### Problem to solve
Reproduce the listing in full, pictures excluded.

### Supplied data

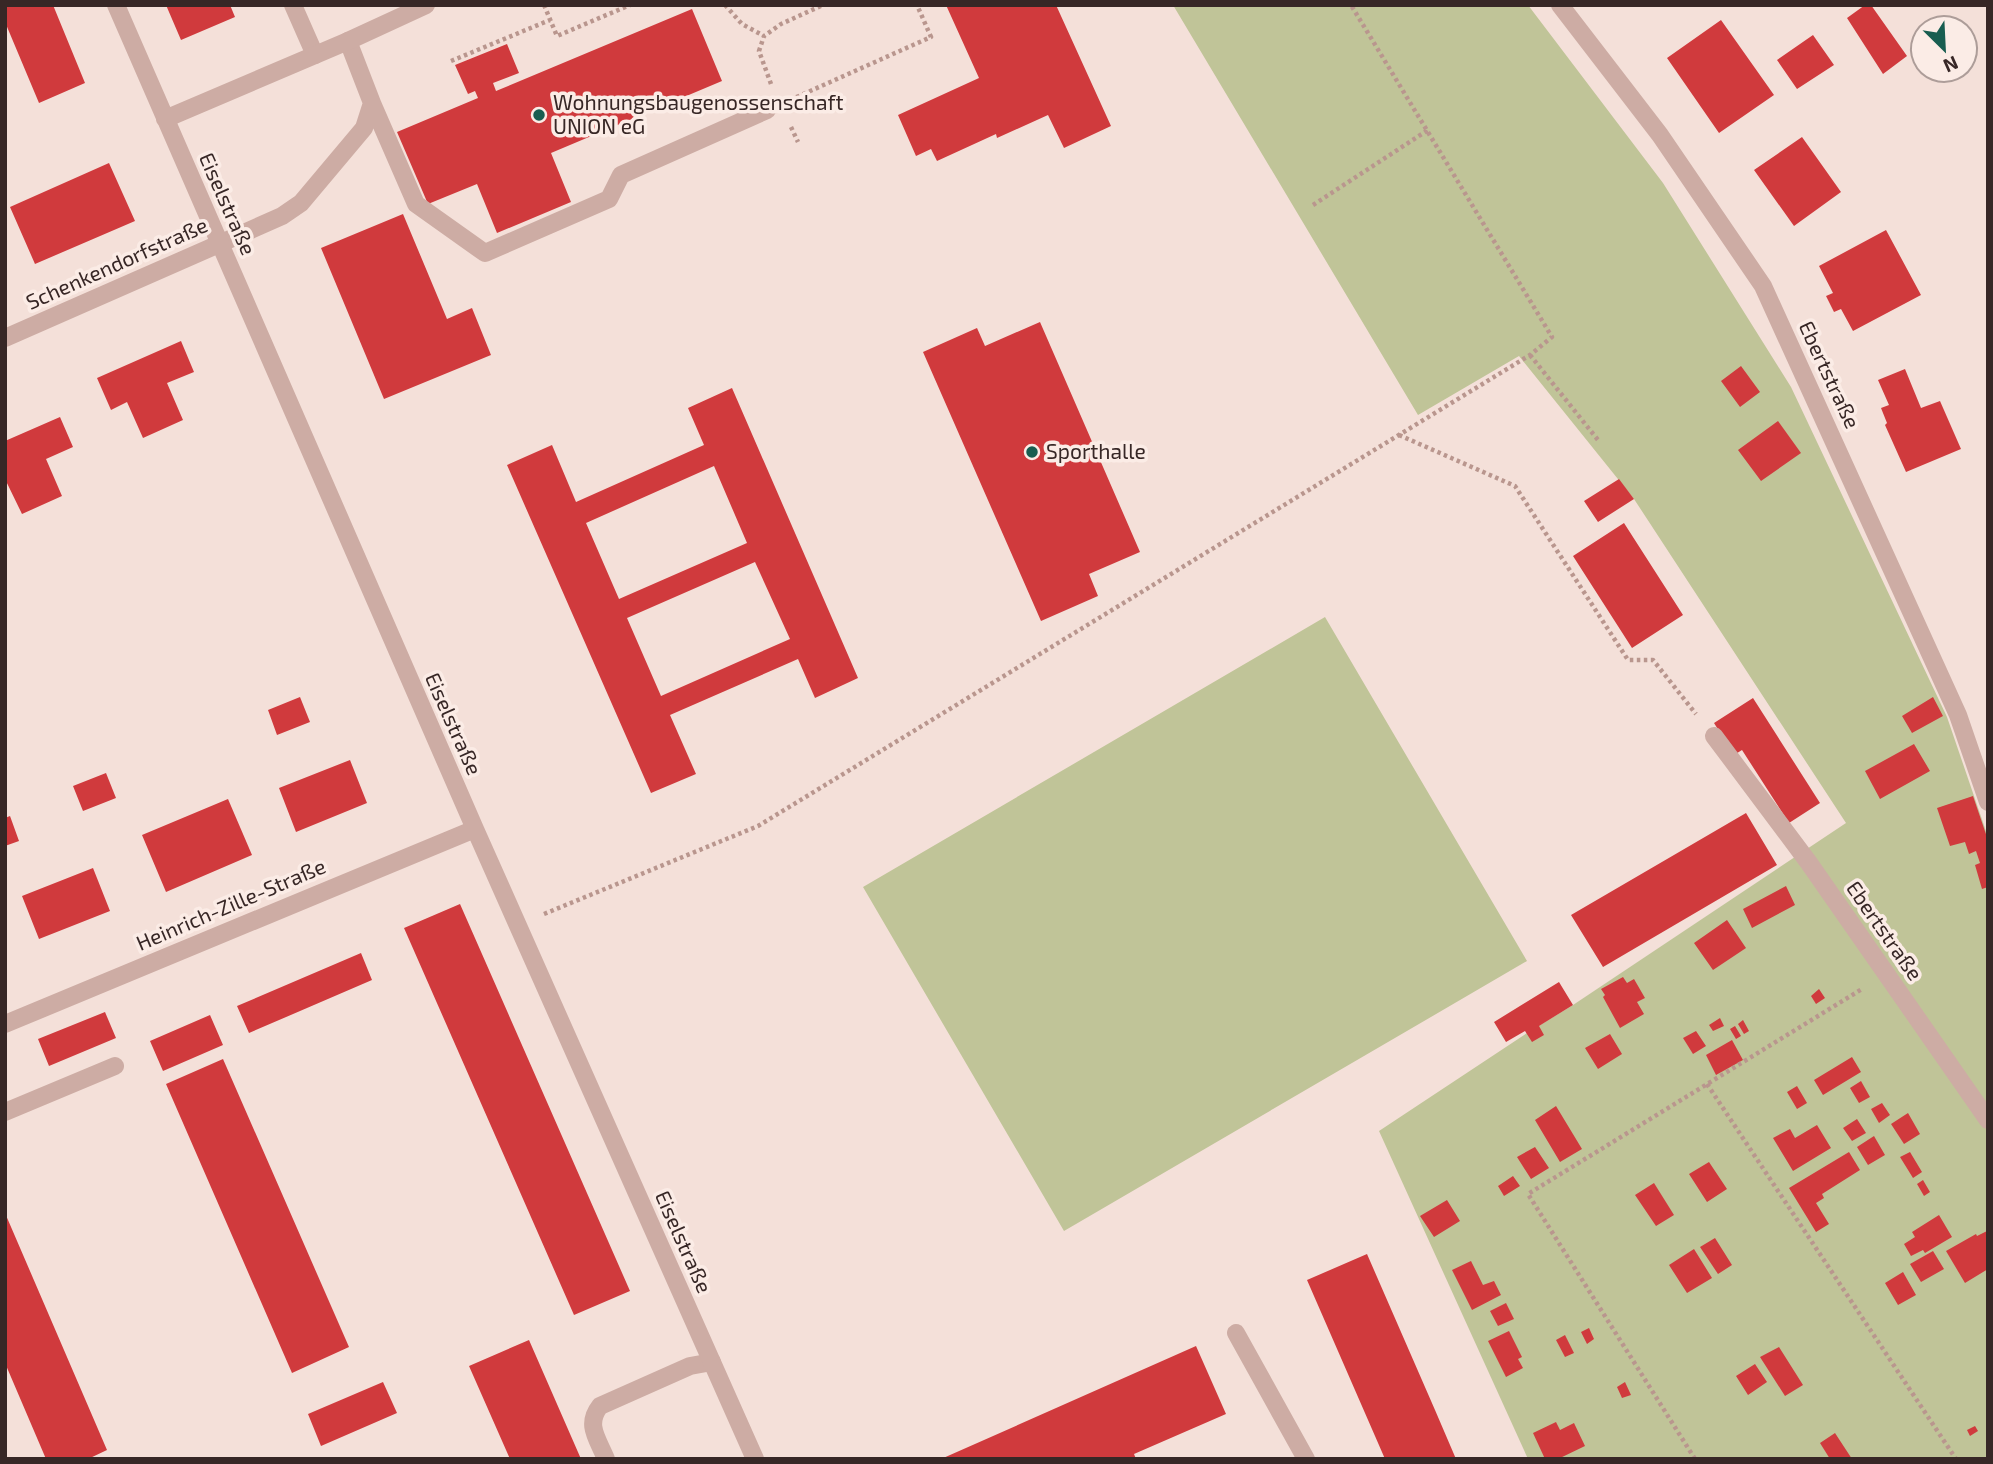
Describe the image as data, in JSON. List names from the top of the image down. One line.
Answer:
{"streets":{"street":["Eiselstraße","Schenkendorfstraße","Ebertstraße","Heinrich-Zille-Straße"]},"crossings":[["Eiselstraße","Schenkendorfstraße"],["Eiselstraße","Heinrich-Zille-Straße"]],"places":["Wohnungsbaugenossenschaft UNION eG","Sporthalle"],"north":"bottom right"}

### Solved exercise
Describe the image as data, in JSON. List names from the top of the image down. One line.
Answer:
{"streets":{"street":["Eiselstraße","Schenkendorfstraße","Ebertstraße","Heinrich-Zille-Straße"]},"crossings":[["Eiselstraße","Schenkendorfstraße"],["Eiselstraße","Heinrich-Zille-Straße"]],"places":["Wohnungsbaugenossenschaft UNION eG","Sporthalle"],"north":"bottom right"}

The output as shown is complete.